Note You can install the anti-spam agents on the Hub Transport server role by using the Install-AntiSpamAgents.ps1 script. This script is located in the <system drive>/Program Files/Microsoft/Exchange Server/Scripts folder. After you run this script, all the anti-spam agents are installed and enabled, and the Anti-spam tab is available in the Exchange Management Console for Hub Transport servers. We recommend that you install the anti-spam agents if you select this topology so that the Hub Transport server can provide anti-spam protection for the Exchange organization.
|If you configure an Internet-facing Hub Transport server, you cannot configure a Send connector to attach a particular IP address to messages that are sent from the Hub Transport server. For example, if more than one IP address is assigned to the Hub Transport server, you cannot select which IP address is used by a Send connector to relay e-mail to the Internet. If you use an SMTP relay, such as an Edge Transport server, the IP address of that computer is affixed as the message source.|
You configure fault tolerance and load balancing for Hub Transport servers when you install more than one Hub Transport server in the same Active Directory site. By default, connections to Hub Transport servers are automatically load balanced if more than one Hub Transport server is deployed in an Active Directory site. If one Hub Transport server is unavailable, the operational Hub Transport servers continue to accept connections. If all Hub Transport servers in an Active Directory site are unavailable, messages are queued until a Hub Transport server becomes available or the messages expire.

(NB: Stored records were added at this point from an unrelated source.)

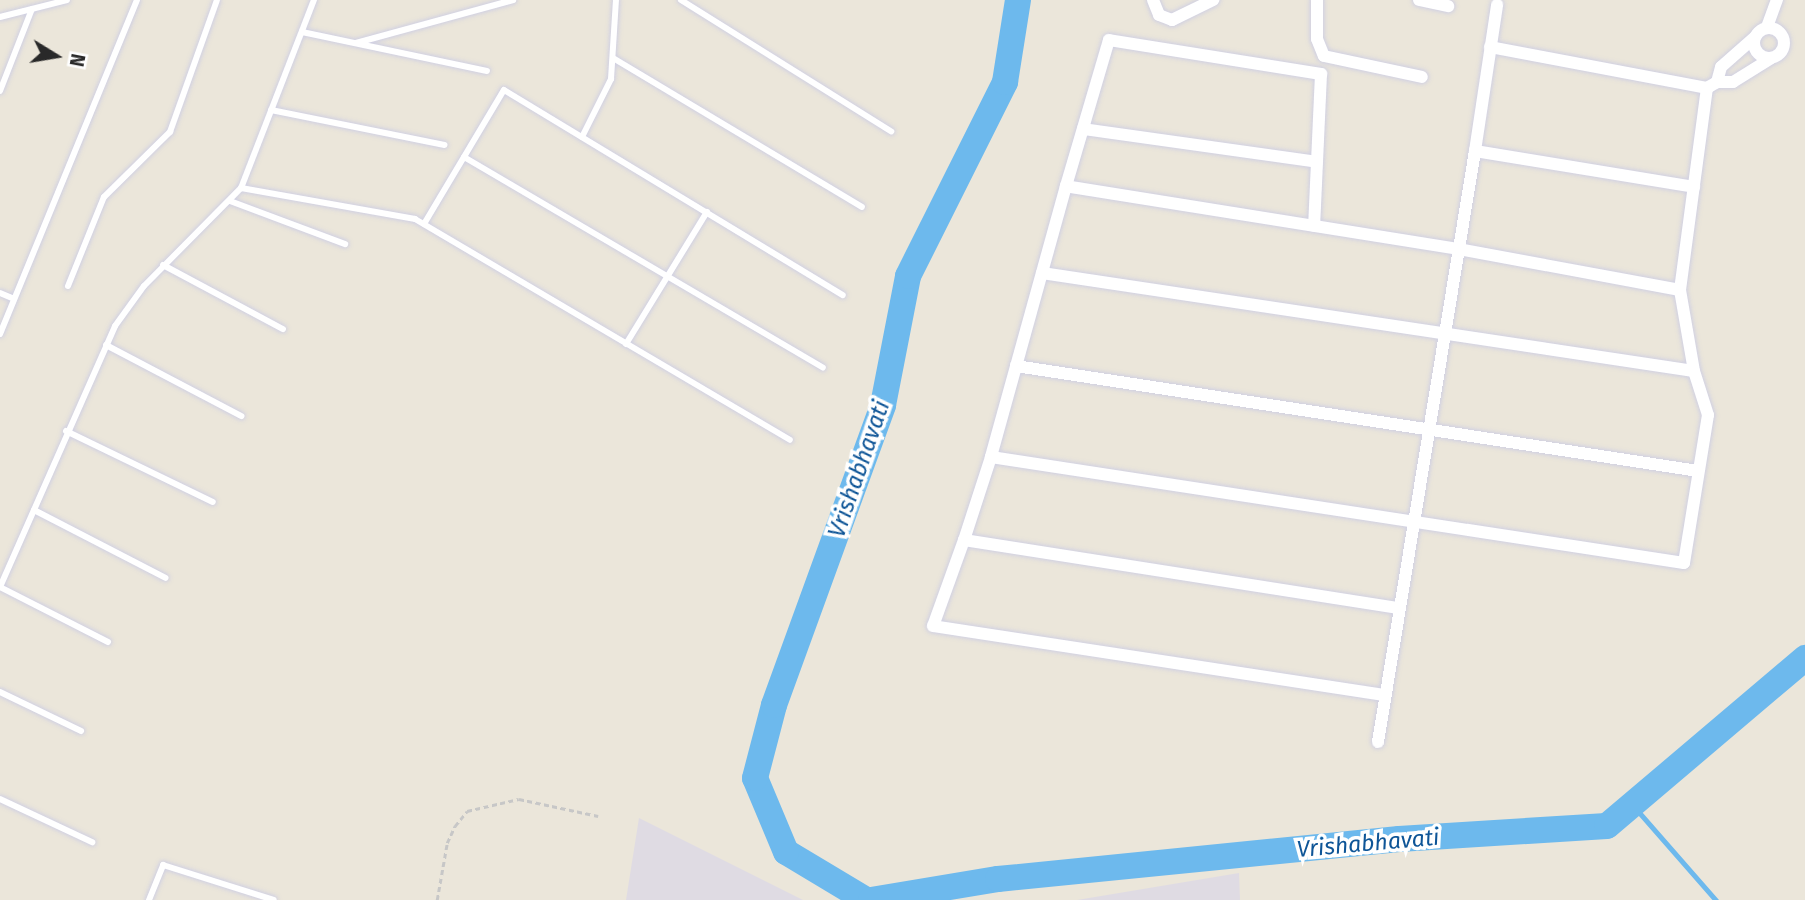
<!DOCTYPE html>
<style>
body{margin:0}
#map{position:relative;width:1805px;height:900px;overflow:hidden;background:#ebe6da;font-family:"Fira Sans",sans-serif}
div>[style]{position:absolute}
.industrial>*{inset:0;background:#dfdbe3}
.stream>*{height:4.5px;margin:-2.25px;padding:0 2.25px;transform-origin:2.25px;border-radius:2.25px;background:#6db9ed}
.river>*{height:26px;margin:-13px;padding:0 13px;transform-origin:13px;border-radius:13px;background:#6db9ed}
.path>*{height:2.5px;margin-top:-1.25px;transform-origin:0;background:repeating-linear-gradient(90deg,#c7c7c7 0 5px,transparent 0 8.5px)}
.roads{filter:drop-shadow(0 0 2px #d0d0e2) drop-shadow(0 0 2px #d0d0e2)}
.service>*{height:6px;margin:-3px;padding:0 3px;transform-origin:3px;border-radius:3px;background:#fff}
.minor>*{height:12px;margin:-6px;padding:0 6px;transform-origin:6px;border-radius:6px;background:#fff}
.minor>.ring{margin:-6px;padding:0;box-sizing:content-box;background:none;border:12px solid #fff;border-radius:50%}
span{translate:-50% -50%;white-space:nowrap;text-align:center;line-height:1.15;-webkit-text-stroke:7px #fff;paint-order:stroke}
.water-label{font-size:23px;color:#0e5597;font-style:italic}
.north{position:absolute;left:21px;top:21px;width:70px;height:70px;-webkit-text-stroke:5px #fff;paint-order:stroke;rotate:101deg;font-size:19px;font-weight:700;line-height:28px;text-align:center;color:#292929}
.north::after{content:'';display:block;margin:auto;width:24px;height:32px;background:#292929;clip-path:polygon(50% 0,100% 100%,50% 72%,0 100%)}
</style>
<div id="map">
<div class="industrial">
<i style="clip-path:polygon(639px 818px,803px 900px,626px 900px)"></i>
<i style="clip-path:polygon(1239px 873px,1240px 900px,1077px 900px)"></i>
</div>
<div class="stream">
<i style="left:1632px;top:804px;width:128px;rotate:48.8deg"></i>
</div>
<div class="river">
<i style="left:866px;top:900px;width:93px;rotate:-149deg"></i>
<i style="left:786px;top:852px;width:80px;rotate:-112.7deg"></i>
<i style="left:755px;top:778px;width:75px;rotate:-75.4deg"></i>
<i style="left:774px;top:705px;width:319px;rotate:-70deg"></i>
<i style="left:883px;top:405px;width:131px;rotate:-79deg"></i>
<i style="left:908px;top:276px;width:217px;rotate:-63.4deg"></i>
<i style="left:1005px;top:82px;width:83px;rotate:-81deg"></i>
<i style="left:871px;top:900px;width:129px;rotate:-9.4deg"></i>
<i style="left:998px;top:879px;width:403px;rotate:-5.7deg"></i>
<i style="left:1399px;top:839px;width:208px;rotate:-3.6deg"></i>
<i style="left:1607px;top:826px;width:260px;rotate:-40.3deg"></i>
</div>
<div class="path">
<i style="left:437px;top:900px;width:58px;rotate:-80deg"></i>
<i style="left:447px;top:843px;width:19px;rotate:-65deg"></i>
<i style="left:455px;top:826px;width:19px;rotate:-51deg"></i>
<i style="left:467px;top:811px;width:53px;rotate:-13deg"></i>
<i style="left:519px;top:799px;width:81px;rotate:12.1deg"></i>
</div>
<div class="roads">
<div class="service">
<i style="left:681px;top:0;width:248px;rotate:32deg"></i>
<i style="left:0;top:17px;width:69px;rotate:-14.2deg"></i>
<i style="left:302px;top:32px;width:189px;rotate:11.9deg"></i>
<i style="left:356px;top:43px;width:163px;rotate:-15.3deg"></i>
<i style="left:613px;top:58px;width:290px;rotate:30.9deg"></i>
<i style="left:0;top:91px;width:88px;rotate:-68.7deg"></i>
<i style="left:271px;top:110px;width:177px;rotate:11.4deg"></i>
<i style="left:582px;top:137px;width:65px;rotate:-63.4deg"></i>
<i style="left:611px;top:79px;width:79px;rotate:-86.4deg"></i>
<i style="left:464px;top:157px;width:416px;rotate:30.4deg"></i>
<i style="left:241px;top:188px;width:177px;rotate:10.1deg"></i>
<i style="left:415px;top:219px;width:435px;rotate:30.5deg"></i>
<i style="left:230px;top:201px;width:123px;rotate:20.5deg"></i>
<i style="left:424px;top:224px;width:156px;rotate:-59.2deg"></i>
<i style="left:504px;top:90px;width:396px;rotate:31.2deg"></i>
<i style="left:163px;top:265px;width:136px;rotate:28.1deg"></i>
<i style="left:68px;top:286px;width:96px;rotate:-68deg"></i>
<i style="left:104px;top:197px;width:93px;rotate:-44.6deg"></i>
<i style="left:170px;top:132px;width:140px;rotate:-70.4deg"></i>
<i style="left:0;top:293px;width:15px;rotate:23deg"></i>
<i style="left:0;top:334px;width:361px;rotate:-67.7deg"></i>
<i style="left:626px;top:344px;width:155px;rotate:-58.5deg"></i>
<i style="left:106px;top:345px;width:153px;rotate:27.7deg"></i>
<i style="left:66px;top:431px;width:163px;rotate:25.8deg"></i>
<i style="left:34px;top:510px;width:148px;rotate:27.3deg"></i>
<i style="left:108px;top:642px;width:121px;rotate:-153deg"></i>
<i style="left:0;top:587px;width:285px;rotate:-66.2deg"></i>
<i style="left:115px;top:326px;width:49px;rotate:-54.1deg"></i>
<i style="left:144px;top:286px;width:138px;rotate:-45.3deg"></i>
<i style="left:241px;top:188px;width:202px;rotate:-68.8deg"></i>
<i style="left:0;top:692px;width:90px;rotate:25.7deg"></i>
<i style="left:0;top:799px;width:102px;rotate:25.1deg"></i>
<i style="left:149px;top:900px;width:38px;rotate:-68deg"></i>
<i style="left:163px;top:865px;width:116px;rotate:17.5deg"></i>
</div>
<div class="minor">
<i style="left:1153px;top:0;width:16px;rotate:68deg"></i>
<i style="left:1159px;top:15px;width:14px;rotate:21deg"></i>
<i style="left:1172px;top:20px;width:46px;rotate:-26deg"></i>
<i style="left:1317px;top:0;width:39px;rotate:90deg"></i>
<i style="left:1317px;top:39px;width:18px;rotate:68deg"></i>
<i style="left:1324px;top:56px;width:100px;rotate:12.1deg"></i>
<i style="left:1419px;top:0;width:30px;rotate:12deg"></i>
<i style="left:1767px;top:27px;width:29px;rotate:-70deg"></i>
<i class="ring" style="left:1754px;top:28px;width:18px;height:18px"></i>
<i style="left:1755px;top:37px;width:45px;rotate:138.6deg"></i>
<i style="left:1721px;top:67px;width:16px;rotate:105deg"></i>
<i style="left:1717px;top:82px;width:16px"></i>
<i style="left:1733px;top:82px;width:44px;rotate:-31.9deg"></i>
<i style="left:1490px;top:47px;width:221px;rotate:10.7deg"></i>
<i style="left:1083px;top:129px;width:236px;rotate:8deg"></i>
<i style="left:1475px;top:151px;width:148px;rotate:-81.4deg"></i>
<i style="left:1066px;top:186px;width:152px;rotate:-73.6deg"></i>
<i style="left:1109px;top:40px;width:215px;rotate:9.1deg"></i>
<i style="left:1321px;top:74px;width:152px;rotate:92.6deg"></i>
<i style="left:1042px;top:273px;width:659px;rotate:8.55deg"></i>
<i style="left:1680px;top:290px;width:226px;rotate:-169.5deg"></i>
<i style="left:1458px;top:249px;width:397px;rotate:-170.9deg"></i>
<i style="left:1066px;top:186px;width:281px;rotate:105.5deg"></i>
<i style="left:991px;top:457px;width:701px;rotate:8.7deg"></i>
<i style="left:1684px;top:563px;width:150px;rotate:-80.8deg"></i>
<i style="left:1708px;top:415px;width:46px;rotate:-107.7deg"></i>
<i style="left:1694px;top:371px;width:82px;rotate:-99.8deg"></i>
<i style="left:1680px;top:290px;width:204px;rotate:-82.4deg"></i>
<i style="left:1707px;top:88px;width:12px;rotate:-31deg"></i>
<i style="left:1016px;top:366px;width:690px;rotate:8.75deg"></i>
<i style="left:991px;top:457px;width:87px;rotate:108deg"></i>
<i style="left:964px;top:540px;width:440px;rotate:8.9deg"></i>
<i style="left:964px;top:540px;width:91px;rotate:109.8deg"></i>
<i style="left:933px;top:626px;width:457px;rotate:8.7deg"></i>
<i style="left:1378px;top:742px;width:599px;rotate:-80.68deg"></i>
<i style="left:1475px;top:151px;width:222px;rotate:9.3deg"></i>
</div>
</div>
<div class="water-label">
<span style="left:859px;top:469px;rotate:-71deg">Vrishabhavati</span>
<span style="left:1368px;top:843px;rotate:-5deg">Vrishabhavati</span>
</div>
<div class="north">N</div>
</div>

Load balancing of outbound connections to remote domains is achieved by specifying more than one Hub Transport server in the same Active Directory site as a source server for the Send connector. Load balancing does not occur when the source servers for a Send connector are located in different Active Directory sites.

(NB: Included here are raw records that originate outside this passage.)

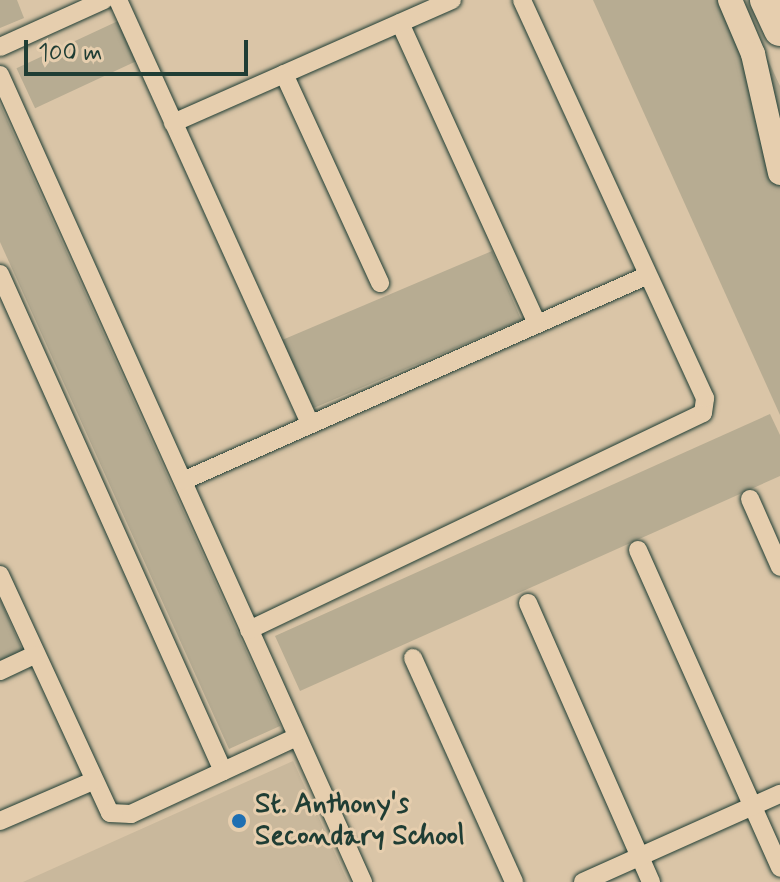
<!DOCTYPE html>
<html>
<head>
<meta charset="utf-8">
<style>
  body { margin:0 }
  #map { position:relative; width:780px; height:882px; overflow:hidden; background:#dac5a7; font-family:Mynerve,sans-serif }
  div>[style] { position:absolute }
  .built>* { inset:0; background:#c9b89c }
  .green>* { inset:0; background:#b7ac92; transform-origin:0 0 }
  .roads { filter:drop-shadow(0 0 2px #1f3d34) drop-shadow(0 0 2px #1f3d34) }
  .street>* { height:18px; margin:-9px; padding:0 9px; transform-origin:9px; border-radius:9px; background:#e6ceae }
  .secondary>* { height:24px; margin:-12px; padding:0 12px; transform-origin:12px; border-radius:12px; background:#e6ceae }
  .highway>* { height:32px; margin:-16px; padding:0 16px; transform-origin:16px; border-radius:16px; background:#e6ceae }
  .dots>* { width:22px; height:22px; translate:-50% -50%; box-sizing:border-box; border:4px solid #e6ceae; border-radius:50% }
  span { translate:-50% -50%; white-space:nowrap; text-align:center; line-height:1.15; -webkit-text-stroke:6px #e6ceae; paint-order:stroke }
  .poi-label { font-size:28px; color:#1f3d34; font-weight:700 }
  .left { translate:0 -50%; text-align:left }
  .scale { position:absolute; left:24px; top:40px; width:224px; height:36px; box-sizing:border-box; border:4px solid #1f3d34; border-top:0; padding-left:10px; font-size:24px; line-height:28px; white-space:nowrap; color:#1f3d34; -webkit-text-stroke:6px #e6ceae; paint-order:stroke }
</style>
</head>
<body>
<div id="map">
  <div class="built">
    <div style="clip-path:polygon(293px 761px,348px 882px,23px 882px)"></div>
  </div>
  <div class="green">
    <div style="clip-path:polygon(0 0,17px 0,24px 18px,0 28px)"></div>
    <div style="clip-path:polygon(593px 0,740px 0,780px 86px,780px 415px)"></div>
    <div style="left:118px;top:21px;width:44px;height:112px;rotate:65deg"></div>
    <div style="clip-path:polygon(0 104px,280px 726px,229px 749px,0 242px)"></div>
    <div style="left:492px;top:251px;width:75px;height:228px;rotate:67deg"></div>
    <div style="clip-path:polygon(770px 414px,780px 435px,780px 476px,300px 691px,275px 636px)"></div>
    <div style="clip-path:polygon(0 599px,27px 661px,0 672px)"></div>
  </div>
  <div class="roads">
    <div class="street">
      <div style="left:118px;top:0;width:465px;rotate:65.6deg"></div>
      <div style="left:400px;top:23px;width:330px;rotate:65.5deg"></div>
      <div style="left:0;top:47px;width:114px;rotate:-24.3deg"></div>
      <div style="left:284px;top:74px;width:230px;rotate:65.3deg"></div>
      <div style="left:0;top:75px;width:885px;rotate:65.78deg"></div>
      <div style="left:173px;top:123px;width:305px;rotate:-23.8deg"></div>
      <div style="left:0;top:274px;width:545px;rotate:65.83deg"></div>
      <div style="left:185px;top:480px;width:504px;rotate:-23.87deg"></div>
      <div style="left:750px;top:499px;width:74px;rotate:66.2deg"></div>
      <div style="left:638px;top:550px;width:348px;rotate:65.9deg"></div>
      <div style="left:0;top:575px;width:262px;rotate:65.2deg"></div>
      <div style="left:110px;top:813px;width:21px;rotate:3deg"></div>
      <div style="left:131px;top:814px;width:183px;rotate:-24.9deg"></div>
      <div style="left:528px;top:603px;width:305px;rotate:66.2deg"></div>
      <div style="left:249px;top:630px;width:503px;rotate:-25.55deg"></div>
      <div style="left:703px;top:413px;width:15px;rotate:-82deg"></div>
      <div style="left:705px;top:398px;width:438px;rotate:-114.7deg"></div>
      <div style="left:413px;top:658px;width:246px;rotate:65.7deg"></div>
      <div style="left:0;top:671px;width:38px;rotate:-25deg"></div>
      <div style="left:0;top:821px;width:101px;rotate:-23.3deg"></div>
      <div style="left:583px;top:882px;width:216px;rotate:-24.1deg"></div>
    </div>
    <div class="secondary">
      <div style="left:730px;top:0;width:59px;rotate:66.9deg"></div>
      <div style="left:753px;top:54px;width:122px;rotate:77.2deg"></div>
    </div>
    <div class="highway">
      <div style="left:766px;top:0;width:33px;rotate:65deg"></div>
    </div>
  </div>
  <div class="dots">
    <div style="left:239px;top:821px;background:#1f6fb2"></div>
  </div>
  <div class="poi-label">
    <span class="left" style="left:255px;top:821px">St. Anthony's<br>Secondary School</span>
  </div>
  <div class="scale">100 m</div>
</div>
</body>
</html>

|If the Hub Transport server is installed on the same hardware as the Mailbox server role, load balancing may not occur. When the Hub Transport server role is on the same hardware as the Mailbox server role, the local server is preferred for all messages that are sent by users who have mailboxes on that server. Therefore, in this scenario, true load balancing does not occur.|
Load balancing of inbound SMTP connections for POP and IMAP client connections to the default Receive connector named "Client <Server Name>" that is created only on Hub Transport servers.
Load balancing of inbound SMTP connections for applications that submit e-mail to the Exchange organization.
NLB should not be used to distribute connections for internal routing between Hub Transport servers.
NLB is a good high availability option for both the Hub Transport server role and the Client Access server role when the Mailbox server role is deployed in a cluster.